Seven years earlier another pullcart holding another coffin had passed down this same street, and the body lying inside had been Song Fanpings. At that time, it had been the old landlord pulling in front and Li Lan and the two children pushing from behind. This time the two boys were young men, and it was Li Lan who was lying in the coffin.
They walked out the southern gate and onto the dirt road leading into the country. Seven years earlier, this was the spot where Li Lan had said, "Go ahead and cry," and where all four of them had erupted in sobs, their wailing startling even the sparrows in the trees. Now the boys were again pulling a cart carrying a thin-planked coffin, and the fields were just as wide, the skies just as vast, but this time there were only two of them, and they had no tears left. With their backs bent, one in front and one in back, one pulling and one pushing, they were positioned lower than the coffin on the cart. From a distance they didn't resemble two people so much as an oversize cart.

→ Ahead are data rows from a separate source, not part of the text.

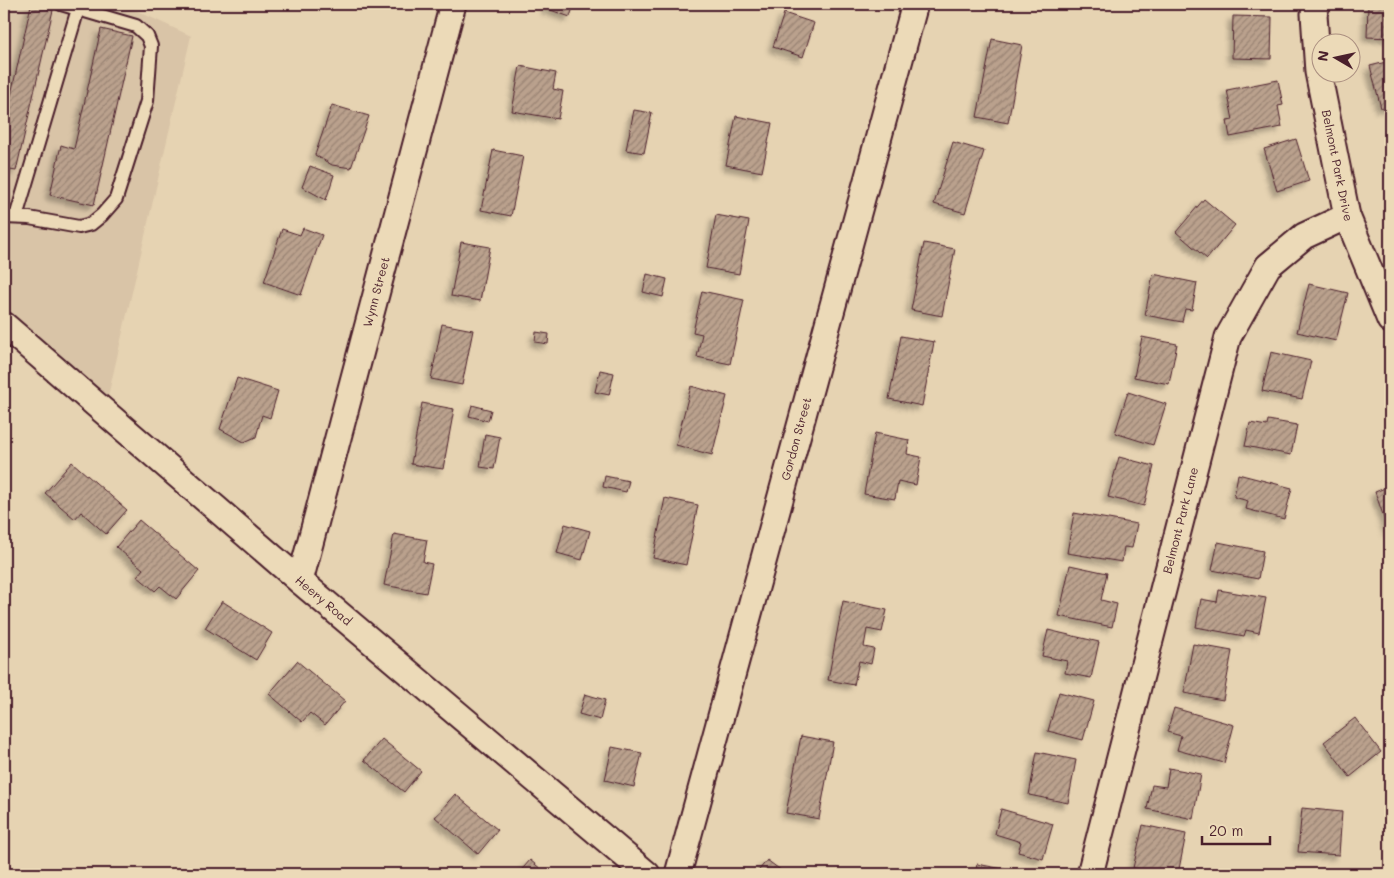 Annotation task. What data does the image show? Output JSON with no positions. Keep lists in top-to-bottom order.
{
  "streets": {
    "street": [
      "Belmont Park Drive",
      "Wynn Street",
      "Gordon Street",
      "Belmont Park Lane",
      "Heery Road"
    ]
  },
  "crossings": [
    ["Belmont Park Drive", "Belmont Park Lane"],
    ["Wynn Street", "Heery Road"]
  ],
  "scale_bar": "20 m",
  "north": "left"
} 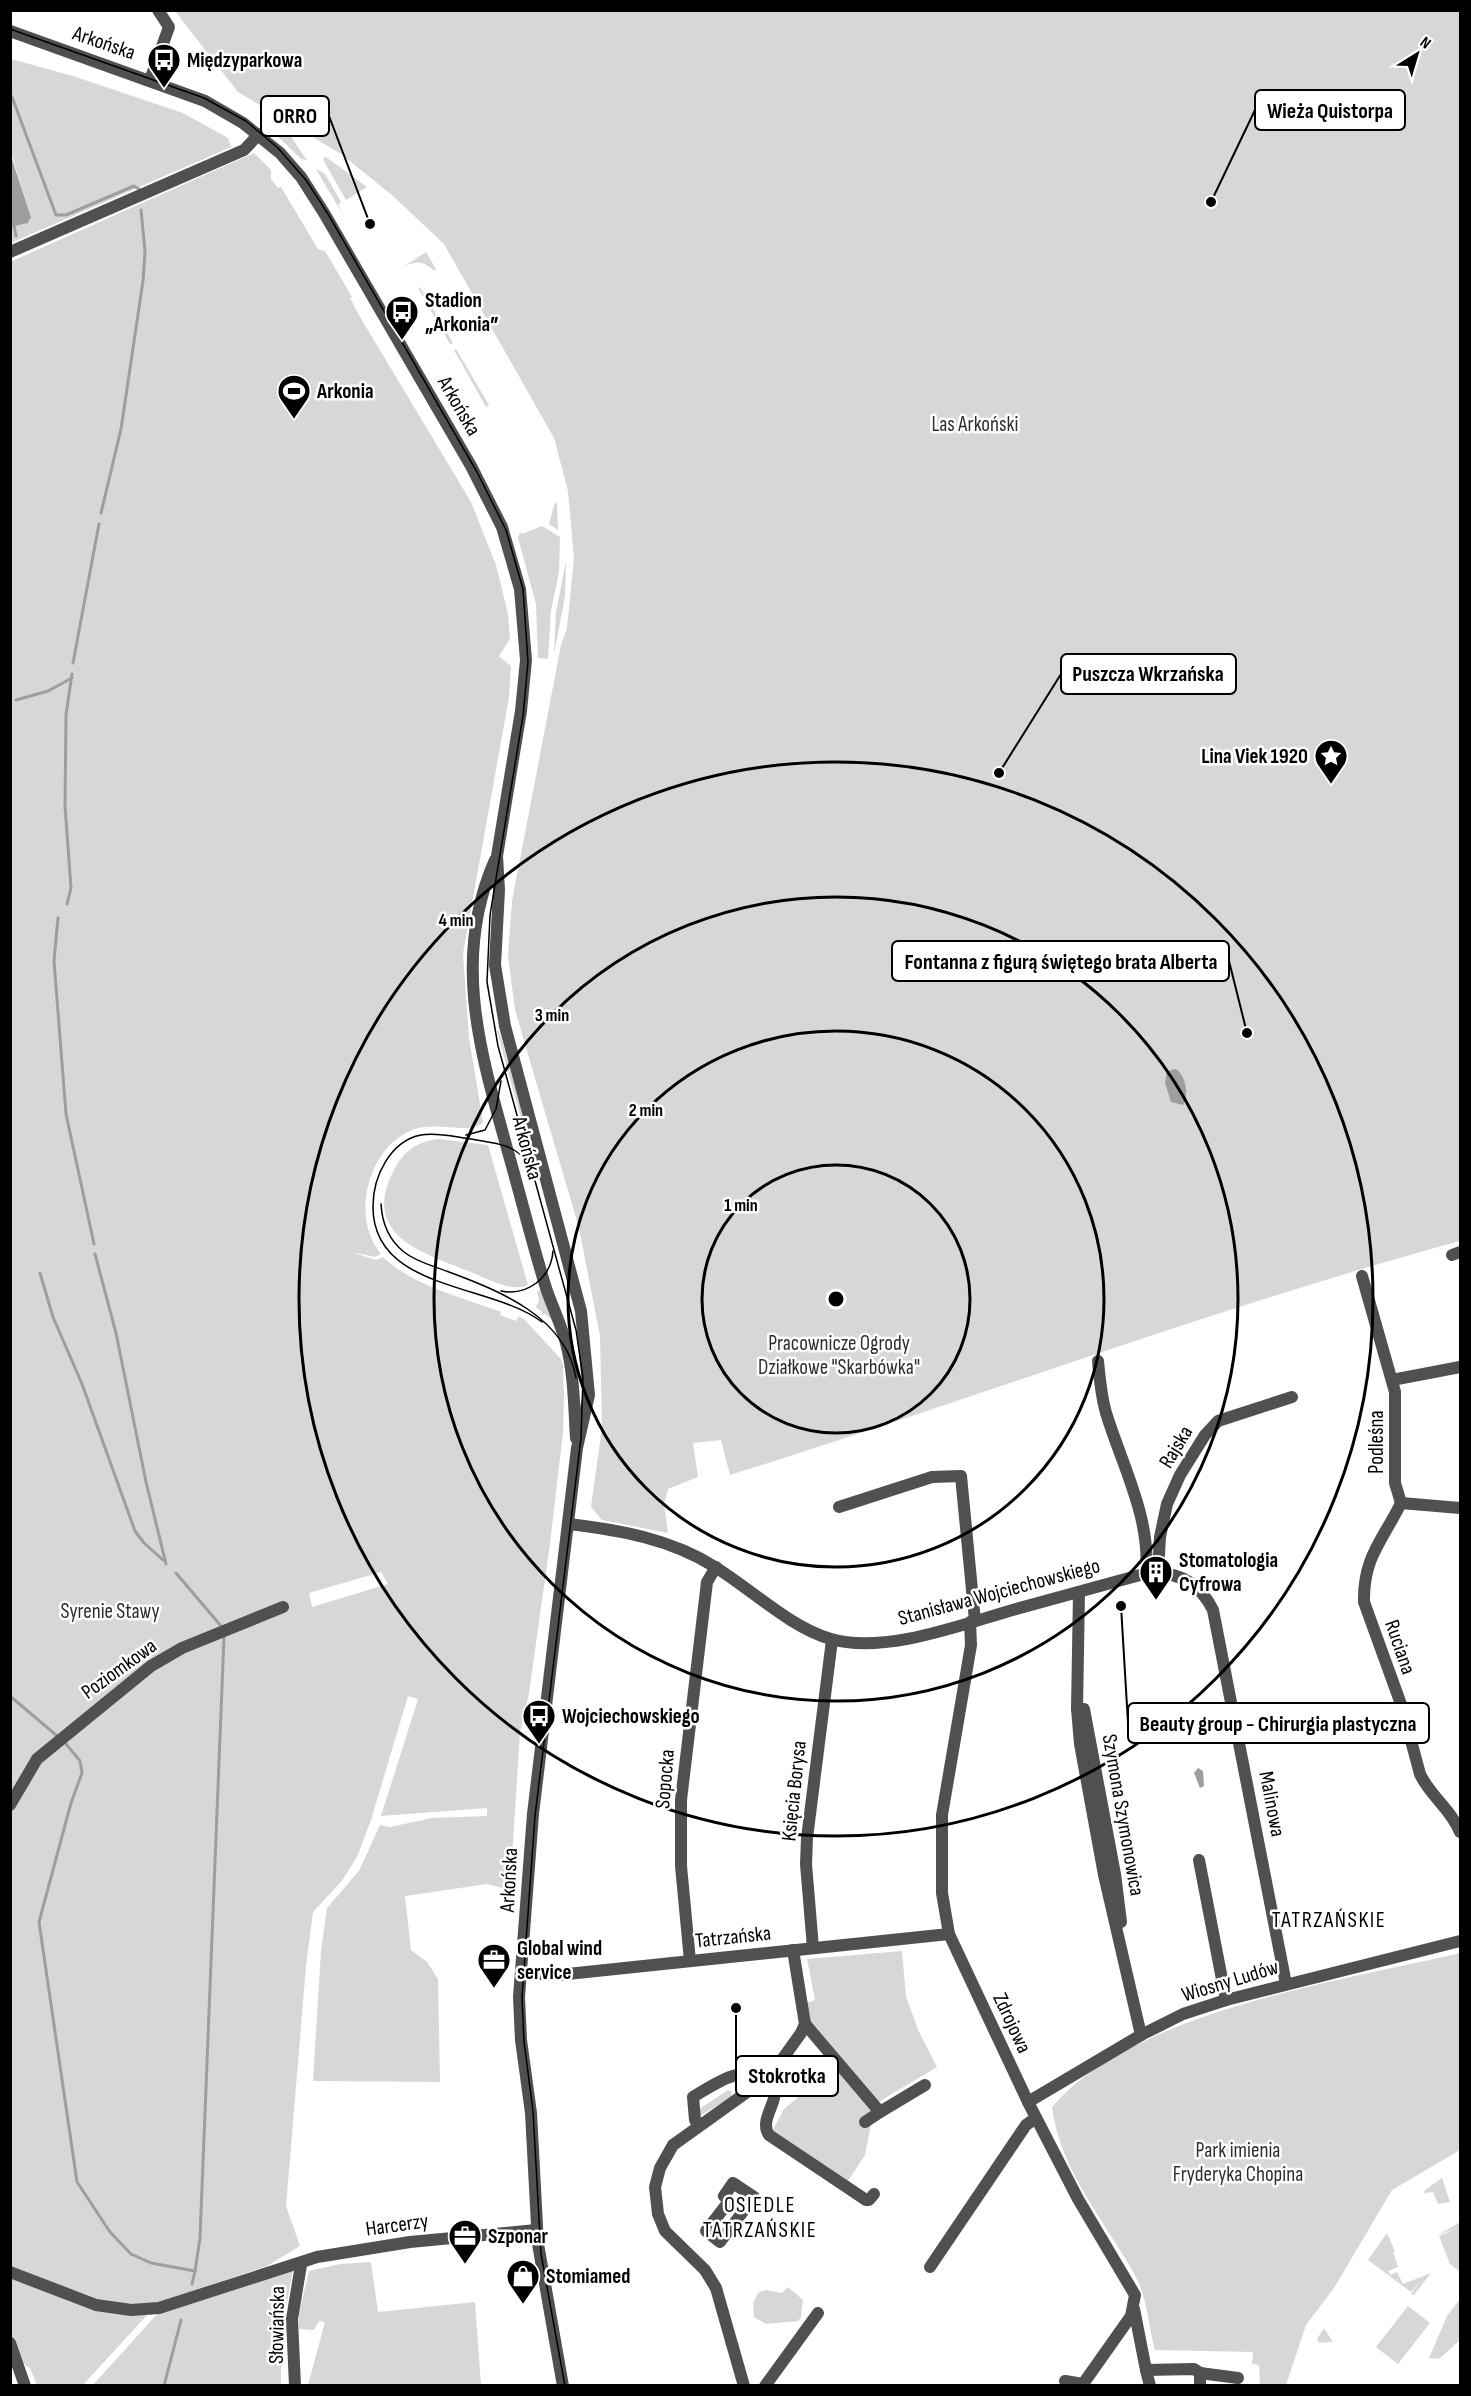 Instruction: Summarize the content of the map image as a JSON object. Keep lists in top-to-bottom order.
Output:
{
  "streets": {
    "street": [
      "Arkońska",
      "Podleśna",
      "Rajska",
      "Stanisława Wojciechowskiego",
      "Ruciana",
      "Poziomkowa",
      "Sopocka",
      "Księcia Borysa",
      "Malinowa",
      "Szymona Szymonowica",
      "Tatrzańska",
      "Wiosny Ludów",
      "Zdrojowa",
      "Harcerzy",
      "Słowiańska"
    ]
  },
  "crossings": [
    ["Arkońska", "Stanisława Wojciechowskiego"],
    ["Arkońska", "Tatrzańska"],
    ["Arkońska", "Harcerzy"],
    ["Podleśna", "Ruciana"],
    ["Rajska", "Stanisława Wojciechowskiego"],
    ["Stanisława Wojciechowskiego", "Sopocka"],
    ["Stanisława Wojciechowskiego", "Księcia Borysa"],
    ["Stanisława Wojciechowskiego", "Malinowa"],
    ["Stanisława Wojciechowskiego", "Szymona Szymonowica"],
    ["Stanisława Wojciechowskiego", "Zdrojowa"],
    ["Sopocka", "Tatrzańska"],
    ["Księcia Borysa", "Tatrzańska"],
    ["Malinowa", "Wiosny Ludów"],
    ["Szymona Szymonowica", "Wiosny Ludów"],
    ["Tatrzańska", "Zdrojowa"],
    ["Wiosny Ludów", "Zdrojowa"],
    ["Harcerzy", "Słowiańska"]
  ],
  "districts": ["TATRZAŃSKIE", "OSIEDLE TATRZAŃSKIE"],
  "parks": [
    "Las Arkoński",
    "Pracownicze Ogrody Działkowe \"Skarbówka\"",
    "Syrenie Stawy",
    "Park imienia Fryderyka Chopina"
  ],
  "places": {
    "bus stop": ["Międzyparkowa", "Stadion „Arkonia”", "Wojciechowskiego"],
    "other": [
      "Wieża Quistorpa",
      "ORRO",
      "Puszcza Wkrzańska",
      "Fontanna z figurą świętego brata Alberta",
      "Beauty group - Chirurgia plastyczna",
      "Stokrotka"
    ],
    "sports": ["Arkonia"],
    "place": ["Lina Viek 1920"],
    "building": ["Stomatologia Cyfrowa"],
    "office": ["Global wind service", "Szponar"],
    "shop": ["Stomiamed"]
  },
  "north": "top right",
  "rings": [
    "4 min",
    "3 min",
    "2 min",
    "1 min"
  ]
}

The two young men escorted their mother to the village where Song Fanping was born and raised. Song Fanping had been waiting in his grave by the village entrance for seven years, and now his wife was finally here to keep him company. The old landlord waited at his son's grave, his entire weight resting on a tree branch serving as a cane; he looked frail and weak, as if he were also taking his last breaths and would have collapsed to the ground without the branch. The old landlord was so poor he couldn't even afford a cane, so Song Gang had fashioned this one by whittling down a tree branch. There was a grave already dug next to Song Fanpings, thanks once again to the poor relatives who stood there leaning on their shovels, wearing clothes just as tattered as they had been seven years earlier.
Once Li Lan s coffin was lowered into the grave, the old landlord, his face covered in tears, could no longer hold himself up. Song Gang helped lift him to a seated position. The old landlord leaned against a tree and watched as dirt was shoveled into the grave, sobbing over and over, "It was my son's good fortune to marry such a good woman. It was my son's good fortune to marry such a good woman. It was my son's good fortune …"
Li Lan s mound was now piled as high as Song Fanping's grave. The old landlord wept as he spoke of what a good daughter-in-law he had had: He said that Li Lan came every Qingming festival to sweep the grave, and every New Years she came to pay her respects to him. Song Gang asked Baldy Li to help his grandfather up and carry him back home. Baldy Li walked off with the old landlord on his back, and the poor relatives followed behind, carrying their shovels. Song Gang watched them walk away. Once he was alone, he knelt in front of Li Lan s grave and promised her, "Mama, don't you worry. Even if I only have one bowl of rice left, I'll give it to Baldy Li to eat, and even if I have only a single piece of clothing, I'll give it to Baldy Li to wear."